Read an Excerpt
Chatper 1: Introduction
Without even realizing it, everyone is affected by poor data quality. Some are affected directly in annoying ways, such as receiving two or three identical mailings from the same sales organization in the same week. Some are affected in less direct ways, such as the 20-minute wait on hold for a customer service department. Some are affected more malevolently through deliberate fraud, such as identity theft.
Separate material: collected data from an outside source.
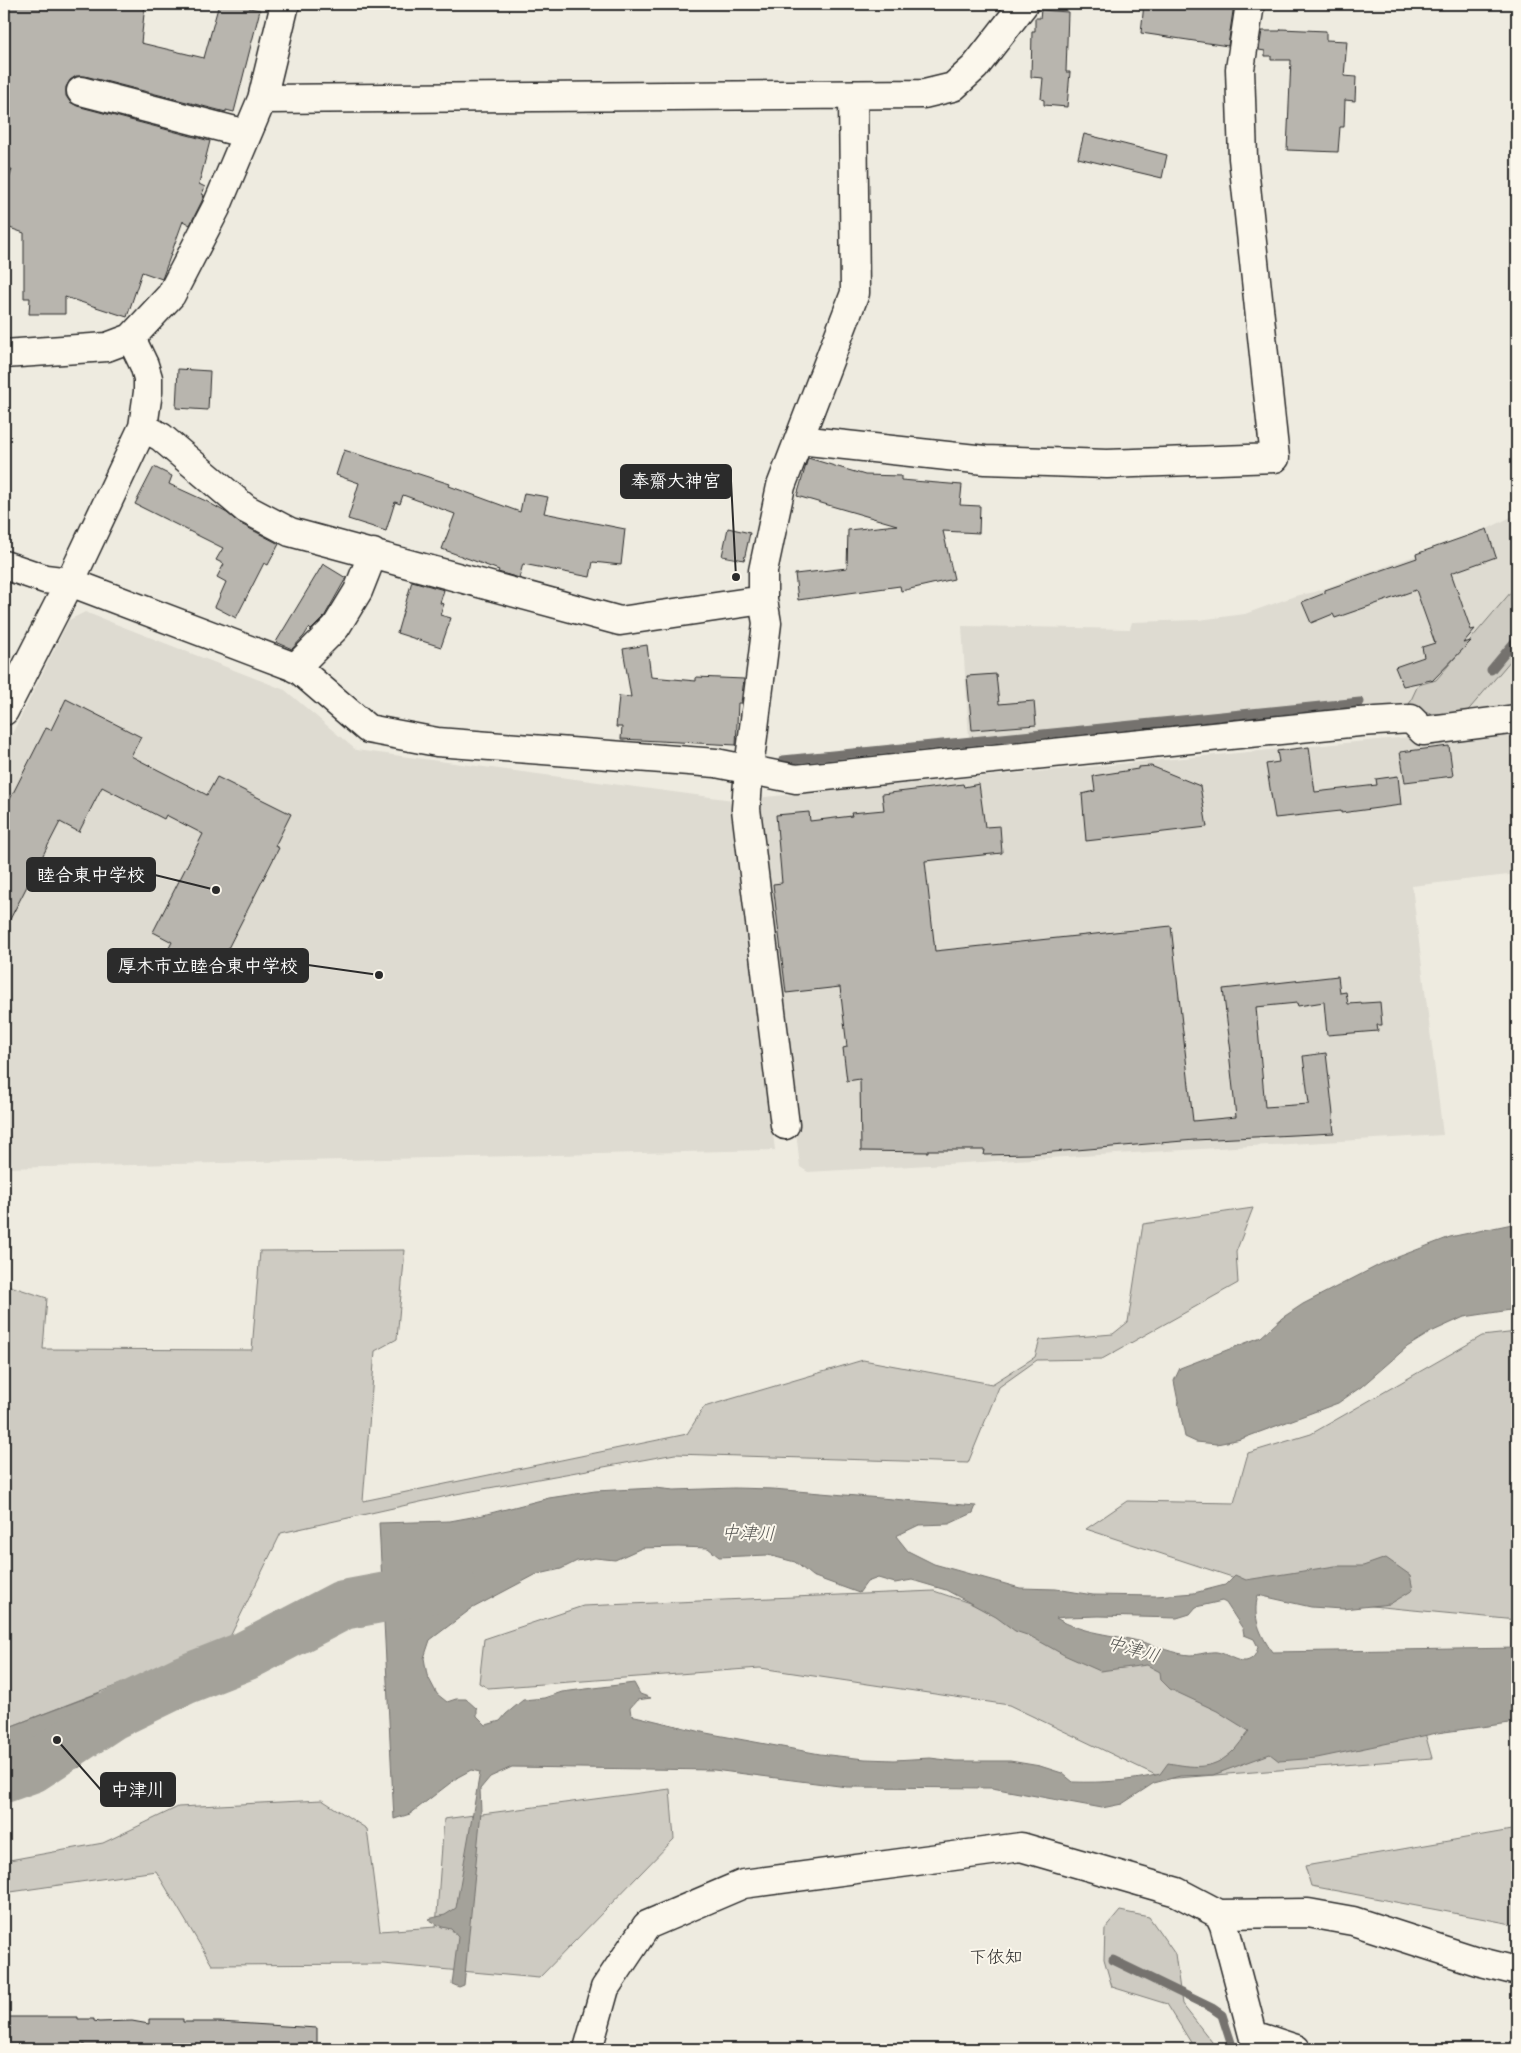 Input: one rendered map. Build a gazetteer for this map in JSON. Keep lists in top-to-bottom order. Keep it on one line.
{"districts":["下依知"],"water":["中津川"],"places":["奉齋大神宮","睦合東中学校","厚木市立睦合東中学校","中津川"]} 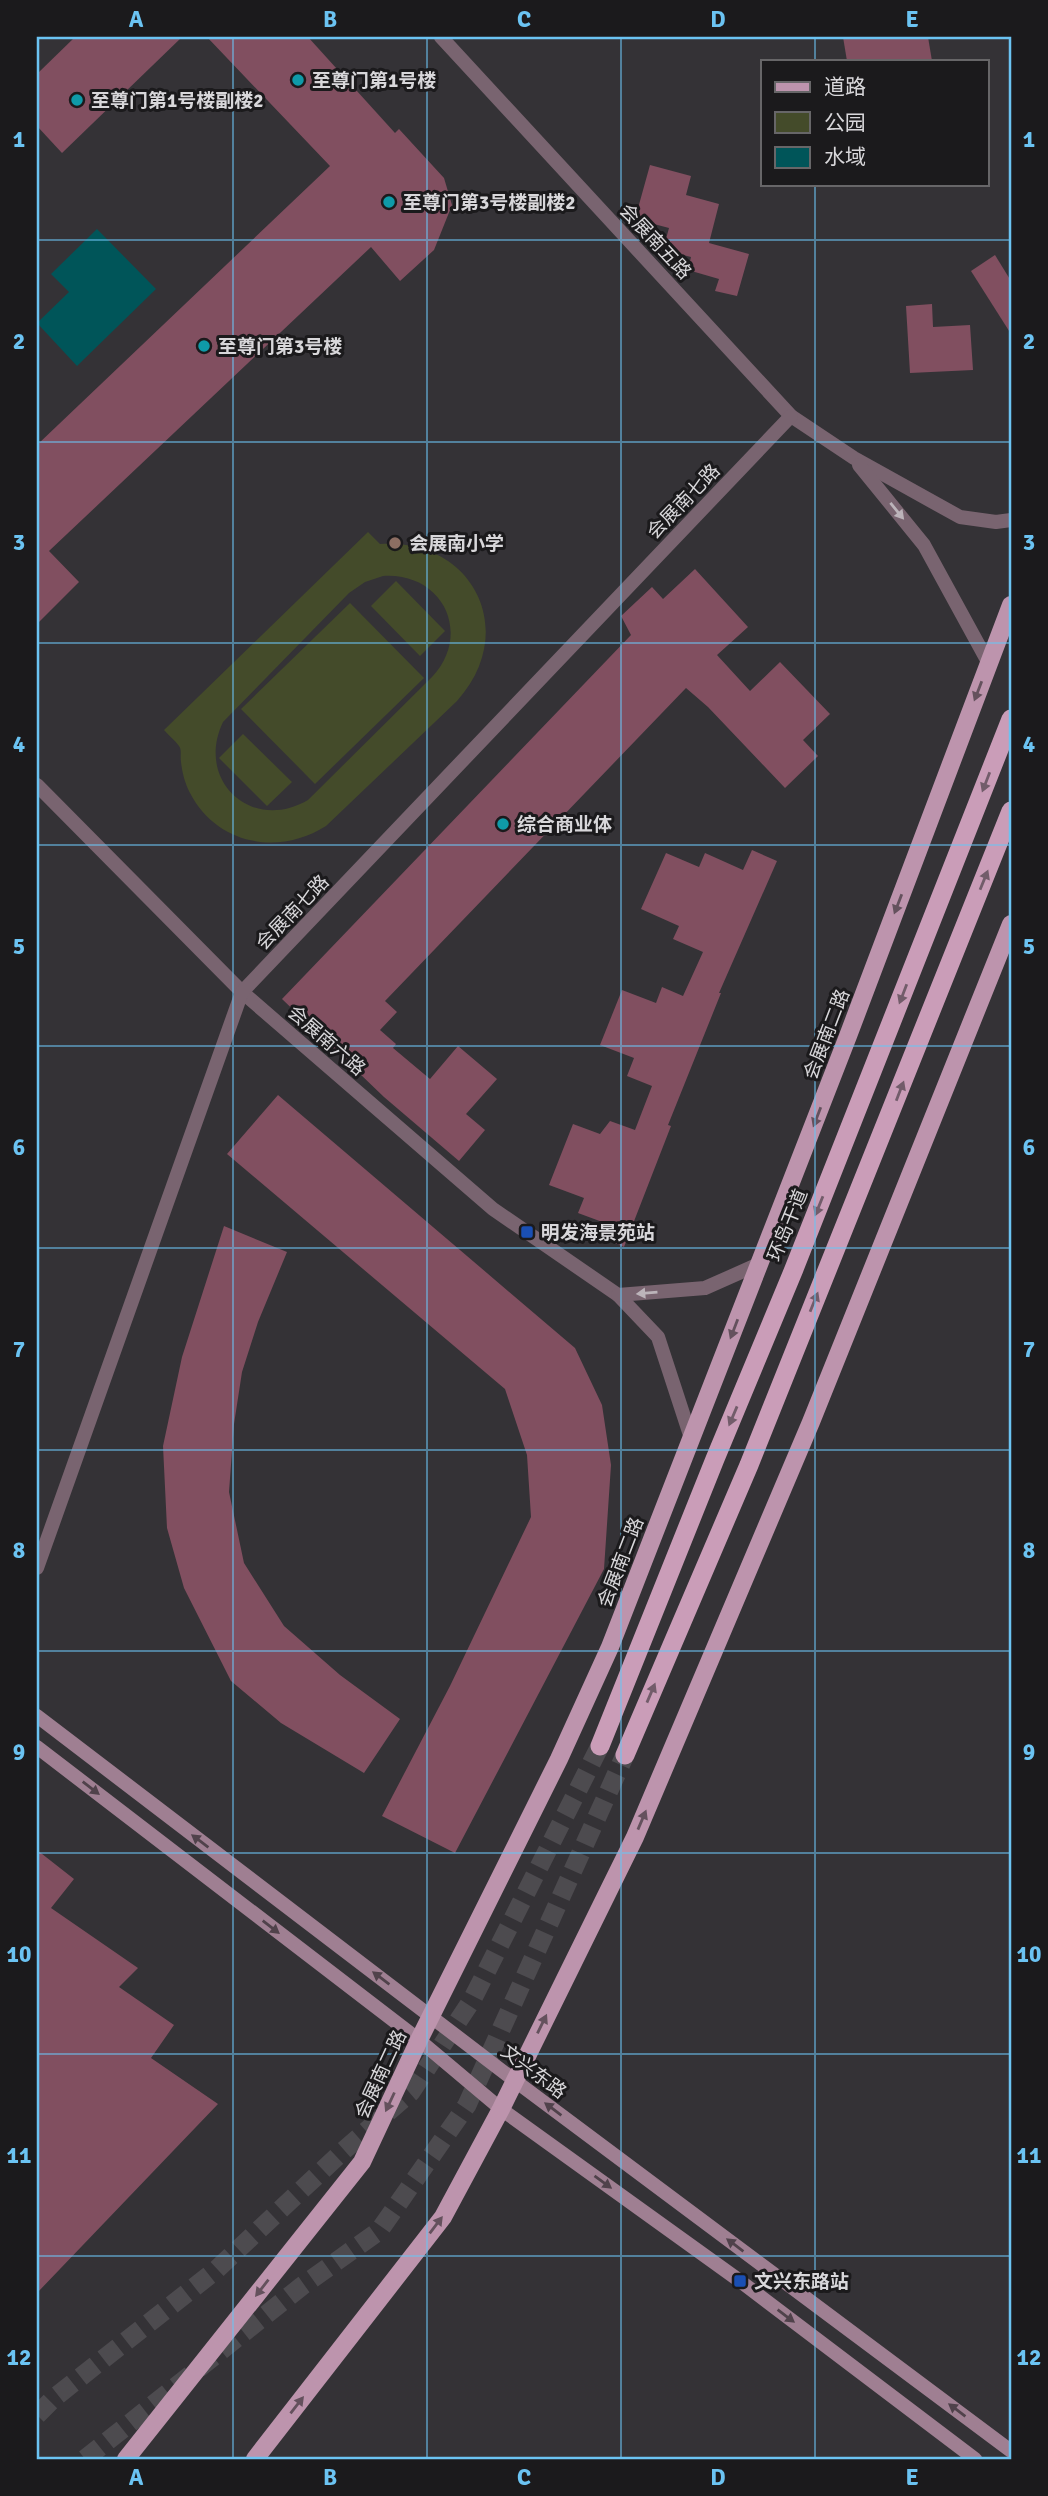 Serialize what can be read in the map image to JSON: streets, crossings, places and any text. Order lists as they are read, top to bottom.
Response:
{
  "streets": {
    "highway": ["环岛干道"],
    "main road": ["会展南二路", "文兴东路"],
    "street": ["会展南五路", "会展南七路", "会展南六路"]
  },
  "crossings": [
    ["会展南五路", "会展南七路"],
    ["会展南七路", "会展南六路"],
    ["会展南二路", "会展南六路"],
    ["会展南二路", "文兴东路"]
  ],
  "places": {
    "other": [
      "至尊门第1号楼",
      "至尊门第1号楼副楼2",
      "至尊门第3号楼副楼2",
      "至尊门第3号楼",
      "会展南小学",
      "综合商业体"
    ],
    "transit": ["明发海景苑站", "文兴东路站"]
  },
  "legend": ["道路", "公园", "水域"],
  "grid": {
    "columns": [
      "A",
      "B",
      "C",
      "D",
      "E"
    ],
    "rows": [
      "1",
      "2",
      "3",
      "4",
      "5",
      "6",
      "7",
      "8",
      "9",
      "10",
      "11",
      "12"
    ]
  }
} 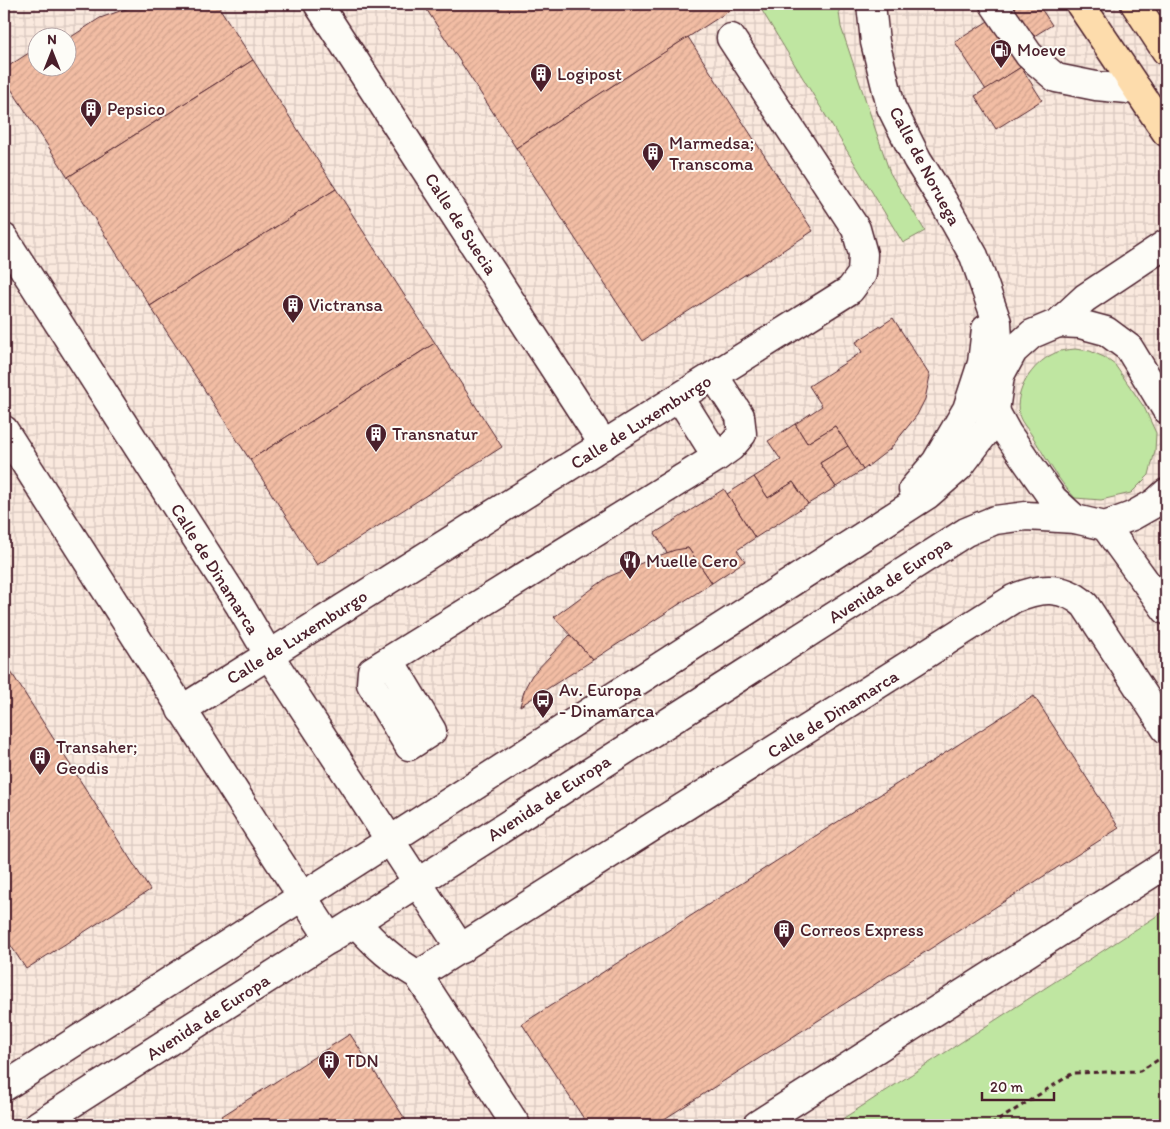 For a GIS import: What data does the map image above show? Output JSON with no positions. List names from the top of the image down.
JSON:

But whenever poor data quality, inconsistencies, and errors bloat both companies and government agencies and hamper their ability to provide the best possible service, everyone suffers.
Data quality seems to be a hazy concept, but the lack of data quality severely hampers the ability of organizations to effectively accumulate and manage enterprise-wide knowledge. The goal of this book is to demonstrate that data quality is not an esoteric notion but something that can be quantified, measured, and improved, all with a strict focus on return on investment. Our approach is that knowledge management is a pillar that must stand securely on a pedestal of data quality, and by the end of this book, the reader should be able to build that pedestal.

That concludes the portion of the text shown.